A total of 17 ingroup samples from the three target genera and 5 outgroup taxa were included in this study. All ingroup samples were derived from degraded museum specimens, obtained from bone fragments, skin clips, or adherent osteological material from specimen skulls (Table 1). Sampling of specimens followed strict protocols including changing gloves between each sample, as well as bleaching all work surfaces and utensils prior to each use. Three species of Prosciurillus were not included in this study (Prosciurillus alstoni, P. topapuensis, and P. rosenbergii) because it was not possible to obtain samples. All outgroup taxa were high quality tissue samples (except Nannosciurus melanotis, which was also from a degraded museum specimen, and was included to represent an additional extant Bornean genus).

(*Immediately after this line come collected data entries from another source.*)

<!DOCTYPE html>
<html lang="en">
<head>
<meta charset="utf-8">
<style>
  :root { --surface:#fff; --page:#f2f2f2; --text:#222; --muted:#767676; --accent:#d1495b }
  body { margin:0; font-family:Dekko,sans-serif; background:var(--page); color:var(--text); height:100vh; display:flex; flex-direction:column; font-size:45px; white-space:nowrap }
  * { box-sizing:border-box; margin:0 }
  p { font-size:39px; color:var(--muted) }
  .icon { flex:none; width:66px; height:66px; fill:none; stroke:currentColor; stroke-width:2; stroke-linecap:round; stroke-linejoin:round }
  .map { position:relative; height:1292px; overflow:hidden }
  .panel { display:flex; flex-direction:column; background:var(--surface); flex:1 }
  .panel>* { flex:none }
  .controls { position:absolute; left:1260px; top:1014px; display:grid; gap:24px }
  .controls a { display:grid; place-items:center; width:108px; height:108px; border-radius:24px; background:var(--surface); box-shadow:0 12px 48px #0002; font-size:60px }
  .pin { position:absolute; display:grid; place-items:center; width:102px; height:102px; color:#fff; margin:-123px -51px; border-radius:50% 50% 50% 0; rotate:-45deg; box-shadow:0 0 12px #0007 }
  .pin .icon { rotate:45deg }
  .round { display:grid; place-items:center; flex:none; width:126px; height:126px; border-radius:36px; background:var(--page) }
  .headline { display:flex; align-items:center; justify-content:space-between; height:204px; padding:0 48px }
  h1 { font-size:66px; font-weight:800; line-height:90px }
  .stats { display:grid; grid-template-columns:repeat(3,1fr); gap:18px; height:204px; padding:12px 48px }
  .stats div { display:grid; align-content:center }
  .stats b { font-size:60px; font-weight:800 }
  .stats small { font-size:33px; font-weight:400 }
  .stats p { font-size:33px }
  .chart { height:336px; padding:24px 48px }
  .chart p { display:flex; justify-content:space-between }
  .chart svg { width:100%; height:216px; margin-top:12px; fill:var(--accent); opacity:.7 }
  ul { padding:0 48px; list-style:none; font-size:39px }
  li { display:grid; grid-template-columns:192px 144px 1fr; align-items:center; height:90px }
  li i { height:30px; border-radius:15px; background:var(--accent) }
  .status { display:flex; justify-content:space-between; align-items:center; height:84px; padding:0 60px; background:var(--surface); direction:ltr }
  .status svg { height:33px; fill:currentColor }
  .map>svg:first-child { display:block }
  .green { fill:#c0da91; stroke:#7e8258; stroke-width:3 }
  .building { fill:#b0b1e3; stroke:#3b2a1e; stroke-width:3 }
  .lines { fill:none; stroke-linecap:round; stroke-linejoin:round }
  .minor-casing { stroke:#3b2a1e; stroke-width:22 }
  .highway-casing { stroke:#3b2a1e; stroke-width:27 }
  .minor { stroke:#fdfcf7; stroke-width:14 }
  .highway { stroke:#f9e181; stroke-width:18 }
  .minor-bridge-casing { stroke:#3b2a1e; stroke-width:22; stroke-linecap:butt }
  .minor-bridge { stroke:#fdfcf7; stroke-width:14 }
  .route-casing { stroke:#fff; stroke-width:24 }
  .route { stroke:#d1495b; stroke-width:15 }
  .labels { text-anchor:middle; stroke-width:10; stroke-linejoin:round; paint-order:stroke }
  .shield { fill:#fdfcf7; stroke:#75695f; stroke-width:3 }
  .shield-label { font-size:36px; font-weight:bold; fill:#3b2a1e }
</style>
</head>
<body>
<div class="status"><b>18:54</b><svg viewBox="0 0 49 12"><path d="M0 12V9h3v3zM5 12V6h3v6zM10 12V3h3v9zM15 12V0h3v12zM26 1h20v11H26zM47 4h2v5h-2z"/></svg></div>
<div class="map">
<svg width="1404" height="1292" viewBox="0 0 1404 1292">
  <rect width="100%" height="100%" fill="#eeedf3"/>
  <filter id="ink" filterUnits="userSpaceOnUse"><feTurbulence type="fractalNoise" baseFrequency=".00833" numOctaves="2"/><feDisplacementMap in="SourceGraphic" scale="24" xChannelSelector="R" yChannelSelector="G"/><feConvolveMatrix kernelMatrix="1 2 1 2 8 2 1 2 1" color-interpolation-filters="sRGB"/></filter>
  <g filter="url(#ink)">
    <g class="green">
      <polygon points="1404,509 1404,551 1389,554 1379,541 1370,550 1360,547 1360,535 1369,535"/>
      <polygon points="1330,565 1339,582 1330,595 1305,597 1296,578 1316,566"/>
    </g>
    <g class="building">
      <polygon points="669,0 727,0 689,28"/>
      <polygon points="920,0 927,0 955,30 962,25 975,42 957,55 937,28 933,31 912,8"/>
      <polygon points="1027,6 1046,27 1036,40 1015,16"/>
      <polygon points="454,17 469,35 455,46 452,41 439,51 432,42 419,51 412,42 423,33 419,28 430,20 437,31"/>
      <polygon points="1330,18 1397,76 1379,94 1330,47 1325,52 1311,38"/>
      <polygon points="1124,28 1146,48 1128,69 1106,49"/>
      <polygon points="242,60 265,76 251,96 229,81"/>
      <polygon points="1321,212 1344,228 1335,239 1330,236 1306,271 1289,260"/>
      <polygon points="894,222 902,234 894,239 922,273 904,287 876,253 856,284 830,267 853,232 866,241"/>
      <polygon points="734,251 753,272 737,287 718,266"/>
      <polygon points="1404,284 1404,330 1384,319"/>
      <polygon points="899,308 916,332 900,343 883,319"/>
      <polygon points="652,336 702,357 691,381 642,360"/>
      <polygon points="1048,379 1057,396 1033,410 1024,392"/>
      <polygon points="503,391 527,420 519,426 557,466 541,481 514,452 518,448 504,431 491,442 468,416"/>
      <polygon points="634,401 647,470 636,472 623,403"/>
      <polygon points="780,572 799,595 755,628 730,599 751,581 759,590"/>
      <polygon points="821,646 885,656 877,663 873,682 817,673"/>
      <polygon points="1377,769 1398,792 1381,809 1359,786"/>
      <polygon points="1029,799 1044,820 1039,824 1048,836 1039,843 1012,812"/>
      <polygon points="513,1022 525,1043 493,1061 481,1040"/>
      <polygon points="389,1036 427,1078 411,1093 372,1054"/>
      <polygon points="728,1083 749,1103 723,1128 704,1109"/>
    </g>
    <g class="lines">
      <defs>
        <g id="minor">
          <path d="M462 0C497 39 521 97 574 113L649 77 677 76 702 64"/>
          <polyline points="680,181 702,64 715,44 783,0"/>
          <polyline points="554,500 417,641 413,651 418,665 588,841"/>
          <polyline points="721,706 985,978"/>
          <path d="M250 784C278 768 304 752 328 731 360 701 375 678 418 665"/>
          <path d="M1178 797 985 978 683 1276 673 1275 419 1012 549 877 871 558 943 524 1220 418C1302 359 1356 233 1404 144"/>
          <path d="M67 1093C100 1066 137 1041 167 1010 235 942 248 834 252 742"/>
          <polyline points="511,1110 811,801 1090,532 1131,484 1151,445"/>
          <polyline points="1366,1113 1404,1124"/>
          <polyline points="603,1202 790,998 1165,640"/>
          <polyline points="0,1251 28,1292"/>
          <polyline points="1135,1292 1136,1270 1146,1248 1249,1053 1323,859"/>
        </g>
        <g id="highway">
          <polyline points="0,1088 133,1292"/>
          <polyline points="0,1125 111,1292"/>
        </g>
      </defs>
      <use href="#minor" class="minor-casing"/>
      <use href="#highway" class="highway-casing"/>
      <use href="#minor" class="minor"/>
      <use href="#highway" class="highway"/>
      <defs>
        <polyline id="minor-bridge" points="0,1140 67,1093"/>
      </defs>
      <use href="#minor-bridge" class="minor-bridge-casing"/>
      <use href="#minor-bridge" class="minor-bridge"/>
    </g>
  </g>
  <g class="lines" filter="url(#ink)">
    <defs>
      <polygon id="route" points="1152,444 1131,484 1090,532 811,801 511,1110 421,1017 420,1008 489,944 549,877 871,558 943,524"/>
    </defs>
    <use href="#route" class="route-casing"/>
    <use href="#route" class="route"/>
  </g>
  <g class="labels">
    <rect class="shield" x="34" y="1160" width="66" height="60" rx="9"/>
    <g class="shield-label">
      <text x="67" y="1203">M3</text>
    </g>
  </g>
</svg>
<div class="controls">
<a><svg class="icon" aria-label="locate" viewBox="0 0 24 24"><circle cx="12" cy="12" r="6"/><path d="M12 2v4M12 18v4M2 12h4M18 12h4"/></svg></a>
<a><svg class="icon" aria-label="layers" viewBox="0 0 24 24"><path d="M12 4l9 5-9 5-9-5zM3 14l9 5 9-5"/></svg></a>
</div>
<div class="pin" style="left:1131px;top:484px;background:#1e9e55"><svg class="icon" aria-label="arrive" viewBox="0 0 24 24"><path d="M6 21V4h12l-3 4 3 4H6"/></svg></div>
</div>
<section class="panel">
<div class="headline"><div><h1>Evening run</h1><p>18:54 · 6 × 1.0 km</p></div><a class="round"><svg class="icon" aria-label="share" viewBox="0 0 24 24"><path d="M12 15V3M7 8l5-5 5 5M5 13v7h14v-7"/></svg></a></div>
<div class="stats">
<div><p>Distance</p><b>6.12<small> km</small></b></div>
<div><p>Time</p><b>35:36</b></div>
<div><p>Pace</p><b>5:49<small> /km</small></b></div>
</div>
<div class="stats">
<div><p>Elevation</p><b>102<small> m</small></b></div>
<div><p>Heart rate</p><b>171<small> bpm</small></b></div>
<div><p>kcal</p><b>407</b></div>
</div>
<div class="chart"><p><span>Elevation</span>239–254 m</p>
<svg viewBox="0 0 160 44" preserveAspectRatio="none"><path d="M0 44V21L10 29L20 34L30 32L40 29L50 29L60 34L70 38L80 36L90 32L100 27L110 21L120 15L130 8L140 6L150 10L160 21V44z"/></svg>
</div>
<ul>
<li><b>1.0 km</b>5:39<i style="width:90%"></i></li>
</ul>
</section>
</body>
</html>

Specimens were collected following ethical guidelines, detailed in [41], and approved from institutional animal care and use committees (Smithsonian Institution, National Museum of Natural History, Proposal Number 2012–04, and Estación Biológica de Doñana Proposal Number CGL2010-21524). Research permits from Sabah Parks were approved under permit number TS/PTD/5/4 Jld. 47 (25), and exported with permissions from the Sabah Biodiversity Council (Ref: TK/PP:8/8Jld.2). DNA extractions of museum specimens were performed by phenol/chloroform isolation in a specifically dedicated laboratory (for low quality ancient DNA) that is physically separated from the main laboratory. To monitor for contamination, negative extractions were included in every batch of extractions, library preparation was replicated, and sequencing was performed in multiple laboratories. Samples were subsequently concentrated via centrifugation [70]. Tissue samples for the outgroups were extracted with Qiagen DNeasy Blood and Tissue Kits (Valencia, CA) and eluted in 200 μl of Qiagen elution buffer. All samples were subsequently stored at −20 °C.

Library preparation

Several library preparation methods were used, including a modification of Roche 454 library preparation for Illumina sequencing, which is detailed in the supplemental materials. Commercial kits were used for both museum and tissue samples, as detailed in [71]. After successful library preparation, amplification of indexed libraries was performed with a high fidelity Taq (either Phusion HF Taq or Kapa HF Taq) for 18 cycles on museum specimens, and 14 cycles on modern tissue samples.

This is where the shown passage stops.